Mitomania: a compulsão pelo ato de mentir

Publicado dia 25 de maio de 2021

Todos conhecemos a palavra “mito”, proveniente do latim e com origem grega, cujo significado está normalmente associado a narrativas fantasiosas, ficcionais, fabulares, alegóricas.

Dela deriva o termo “mitomania”, usado para nomear um problema psicológico que leva o indivíduo a sentir o impulso de mentir sem qualquer controle, e que não à toa é também chamado de “mentira obsessivo-compulsiva”.

Pessoas com o distúrbio chegam a perder a dimensão da realidade e tendem a misturar — não apenas nos relatos contados mas também em suas próprias mentes – fantasia e fatos da vida real. As estórias criadas incorporam-se à história pessoal.

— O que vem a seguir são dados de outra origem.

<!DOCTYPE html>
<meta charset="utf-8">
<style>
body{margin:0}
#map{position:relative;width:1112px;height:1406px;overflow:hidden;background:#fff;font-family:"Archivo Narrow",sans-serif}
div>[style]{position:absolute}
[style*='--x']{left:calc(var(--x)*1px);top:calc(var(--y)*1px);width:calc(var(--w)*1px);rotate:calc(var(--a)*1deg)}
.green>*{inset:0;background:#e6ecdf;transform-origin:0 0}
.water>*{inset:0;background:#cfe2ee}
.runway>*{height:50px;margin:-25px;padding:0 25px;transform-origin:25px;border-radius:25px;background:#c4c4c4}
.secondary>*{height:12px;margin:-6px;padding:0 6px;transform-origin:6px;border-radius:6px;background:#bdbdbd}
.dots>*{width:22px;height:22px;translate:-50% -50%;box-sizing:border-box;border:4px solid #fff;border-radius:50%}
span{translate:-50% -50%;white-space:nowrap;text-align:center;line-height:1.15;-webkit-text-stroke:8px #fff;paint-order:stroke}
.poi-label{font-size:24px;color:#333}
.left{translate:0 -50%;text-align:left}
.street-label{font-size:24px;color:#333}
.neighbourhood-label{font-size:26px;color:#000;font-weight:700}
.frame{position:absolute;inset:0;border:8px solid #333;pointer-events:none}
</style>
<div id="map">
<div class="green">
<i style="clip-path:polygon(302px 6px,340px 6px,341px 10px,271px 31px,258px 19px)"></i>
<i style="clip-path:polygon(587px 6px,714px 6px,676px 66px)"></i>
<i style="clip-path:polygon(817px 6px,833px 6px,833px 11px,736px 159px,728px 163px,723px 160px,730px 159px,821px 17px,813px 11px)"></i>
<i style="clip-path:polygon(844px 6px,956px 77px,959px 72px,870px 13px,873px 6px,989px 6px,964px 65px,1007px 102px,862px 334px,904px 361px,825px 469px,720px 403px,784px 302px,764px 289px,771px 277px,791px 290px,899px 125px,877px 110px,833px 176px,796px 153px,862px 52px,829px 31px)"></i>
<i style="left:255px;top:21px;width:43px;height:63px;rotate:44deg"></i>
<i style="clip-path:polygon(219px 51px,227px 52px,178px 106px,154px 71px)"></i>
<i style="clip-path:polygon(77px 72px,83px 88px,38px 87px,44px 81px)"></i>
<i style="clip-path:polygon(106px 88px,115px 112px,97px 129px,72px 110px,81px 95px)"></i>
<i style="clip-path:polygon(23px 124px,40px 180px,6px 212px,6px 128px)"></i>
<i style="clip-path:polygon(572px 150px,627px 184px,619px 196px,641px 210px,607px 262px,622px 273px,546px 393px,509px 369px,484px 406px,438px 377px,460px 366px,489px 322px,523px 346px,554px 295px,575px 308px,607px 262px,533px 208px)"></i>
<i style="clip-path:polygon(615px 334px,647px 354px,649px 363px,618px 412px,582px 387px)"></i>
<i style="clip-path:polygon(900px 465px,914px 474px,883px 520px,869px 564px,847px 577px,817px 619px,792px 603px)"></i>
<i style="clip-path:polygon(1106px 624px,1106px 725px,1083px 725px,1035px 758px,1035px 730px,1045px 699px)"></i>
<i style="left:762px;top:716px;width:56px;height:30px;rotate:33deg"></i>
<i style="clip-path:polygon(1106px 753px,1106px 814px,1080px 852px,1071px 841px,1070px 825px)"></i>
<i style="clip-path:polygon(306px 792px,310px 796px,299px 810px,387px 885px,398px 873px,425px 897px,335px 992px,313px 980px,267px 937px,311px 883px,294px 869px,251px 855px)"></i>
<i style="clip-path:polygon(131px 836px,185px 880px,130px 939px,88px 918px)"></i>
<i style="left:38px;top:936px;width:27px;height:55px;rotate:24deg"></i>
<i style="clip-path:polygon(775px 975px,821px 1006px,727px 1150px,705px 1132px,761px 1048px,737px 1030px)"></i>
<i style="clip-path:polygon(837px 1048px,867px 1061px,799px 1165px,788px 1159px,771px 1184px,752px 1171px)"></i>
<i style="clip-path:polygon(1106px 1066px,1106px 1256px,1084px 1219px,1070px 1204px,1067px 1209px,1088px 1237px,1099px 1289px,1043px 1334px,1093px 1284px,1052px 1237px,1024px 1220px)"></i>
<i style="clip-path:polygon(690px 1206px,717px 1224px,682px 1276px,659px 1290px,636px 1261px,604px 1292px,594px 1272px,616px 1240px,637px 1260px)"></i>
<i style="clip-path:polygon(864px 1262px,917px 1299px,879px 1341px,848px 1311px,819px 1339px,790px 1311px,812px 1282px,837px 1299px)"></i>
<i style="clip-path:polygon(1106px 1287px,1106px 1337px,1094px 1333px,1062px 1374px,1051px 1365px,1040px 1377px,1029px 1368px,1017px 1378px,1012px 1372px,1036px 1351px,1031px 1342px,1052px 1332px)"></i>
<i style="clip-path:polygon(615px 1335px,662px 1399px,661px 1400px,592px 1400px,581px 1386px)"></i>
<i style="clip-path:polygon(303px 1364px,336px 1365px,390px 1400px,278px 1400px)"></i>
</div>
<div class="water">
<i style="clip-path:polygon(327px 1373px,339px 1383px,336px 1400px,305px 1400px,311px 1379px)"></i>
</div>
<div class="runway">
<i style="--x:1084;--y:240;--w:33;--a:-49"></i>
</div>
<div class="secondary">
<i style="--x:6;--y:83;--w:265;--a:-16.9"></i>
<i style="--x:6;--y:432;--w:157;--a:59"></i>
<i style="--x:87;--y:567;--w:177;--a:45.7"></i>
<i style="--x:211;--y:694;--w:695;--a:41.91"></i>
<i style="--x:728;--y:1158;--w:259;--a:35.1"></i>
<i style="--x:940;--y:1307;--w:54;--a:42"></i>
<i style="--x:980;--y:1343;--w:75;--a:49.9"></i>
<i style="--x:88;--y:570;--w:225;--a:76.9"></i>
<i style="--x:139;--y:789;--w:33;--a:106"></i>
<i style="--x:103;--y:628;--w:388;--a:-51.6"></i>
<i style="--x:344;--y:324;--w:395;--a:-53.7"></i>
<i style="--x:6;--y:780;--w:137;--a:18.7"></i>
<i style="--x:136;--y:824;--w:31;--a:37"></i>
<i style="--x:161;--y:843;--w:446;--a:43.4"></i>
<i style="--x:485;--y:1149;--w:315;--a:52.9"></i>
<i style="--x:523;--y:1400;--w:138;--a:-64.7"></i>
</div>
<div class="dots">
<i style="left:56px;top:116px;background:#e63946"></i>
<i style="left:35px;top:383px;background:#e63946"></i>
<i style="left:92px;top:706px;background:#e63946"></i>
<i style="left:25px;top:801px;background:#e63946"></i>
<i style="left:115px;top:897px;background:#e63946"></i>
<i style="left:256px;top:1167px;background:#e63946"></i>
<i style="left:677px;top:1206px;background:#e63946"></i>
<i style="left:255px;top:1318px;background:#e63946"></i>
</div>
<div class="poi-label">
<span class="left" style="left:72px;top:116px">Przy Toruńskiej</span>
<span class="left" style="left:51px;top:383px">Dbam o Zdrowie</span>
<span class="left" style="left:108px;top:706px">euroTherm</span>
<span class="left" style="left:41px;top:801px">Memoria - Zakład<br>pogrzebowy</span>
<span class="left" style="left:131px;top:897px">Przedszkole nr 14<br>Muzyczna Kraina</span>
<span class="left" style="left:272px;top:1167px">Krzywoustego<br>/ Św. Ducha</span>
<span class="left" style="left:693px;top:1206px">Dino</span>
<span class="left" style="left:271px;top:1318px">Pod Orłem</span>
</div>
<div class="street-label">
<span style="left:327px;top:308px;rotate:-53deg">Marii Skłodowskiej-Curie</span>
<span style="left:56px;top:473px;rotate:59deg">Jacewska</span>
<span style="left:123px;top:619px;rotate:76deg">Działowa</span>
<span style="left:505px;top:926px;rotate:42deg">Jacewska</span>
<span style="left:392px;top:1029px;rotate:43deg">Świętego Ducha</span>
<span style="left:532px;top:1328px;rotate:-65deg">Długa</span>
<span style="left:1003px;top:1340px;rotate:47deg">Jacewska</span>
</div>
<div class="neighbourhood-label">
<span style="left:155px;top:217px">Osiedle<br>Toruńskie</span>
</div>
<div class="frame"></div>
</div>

Bem diferente da mentira do sociopata, a mentira obsessivo-compulsiva está muito mais associada à impulsividade do que a um comportamento planejado e calculista. É um vício em mentir, um comportamento compulsivo que não tem o objetivo de manipulação para obter vantagens. É um mentir sem nenhum ganho pessoal, guiado apenas pela necessidade de mentir.

E o mitômano não se incomoda com a possibilidade de ser desmascarado, não sentindo culpa ou vergonha por isso.

Fatores associados à mitomania

Não existe uma causa específica para a mitomania, e um conjunto de fatores associados costumam estar presentes, como baixa autoestima, necessidade de atenção e reconhecimento.

Mas mentir excessivamente também pode ser um sintoma comum de diversas doenças mentais, como nos casos de transtornos de personalidade borderline; sociopatia (transtorno de personalidade antissocial), transtorno de personalidade narcisista; transtorno opositivo-desafiador e transtorno de conduta — os quais são identificáveis já na infância e adolescência.

Por isso a importância de um diagnóstico diferencial. O diagnóstico da mitomania pode ser feito pelo médico psiquiatra ou psicoterapeuta após uma rigorosa avaliação.

O cérebro do mentiroso compulsivo

O cérebro humano contém uma massa cinzenta, onde se encontram os corpos celulares dos neurônios, combinada a uma substância branca, na qual estão localizados os axônios, que são prolongamento dos neurônios, fibras nervosas onde se realizam as sinapses. A substância branca é responsável por transportar sinais neurais de regiões subcorticais para o córtex, e vice-versa.

Os mitômanos apresentam um aumento de 23% a 36% de substância branca nas regiões orbitofrontal, médio e inferior. Este aumento da substância branca pode predispor algumas pessoas à mentira patológica.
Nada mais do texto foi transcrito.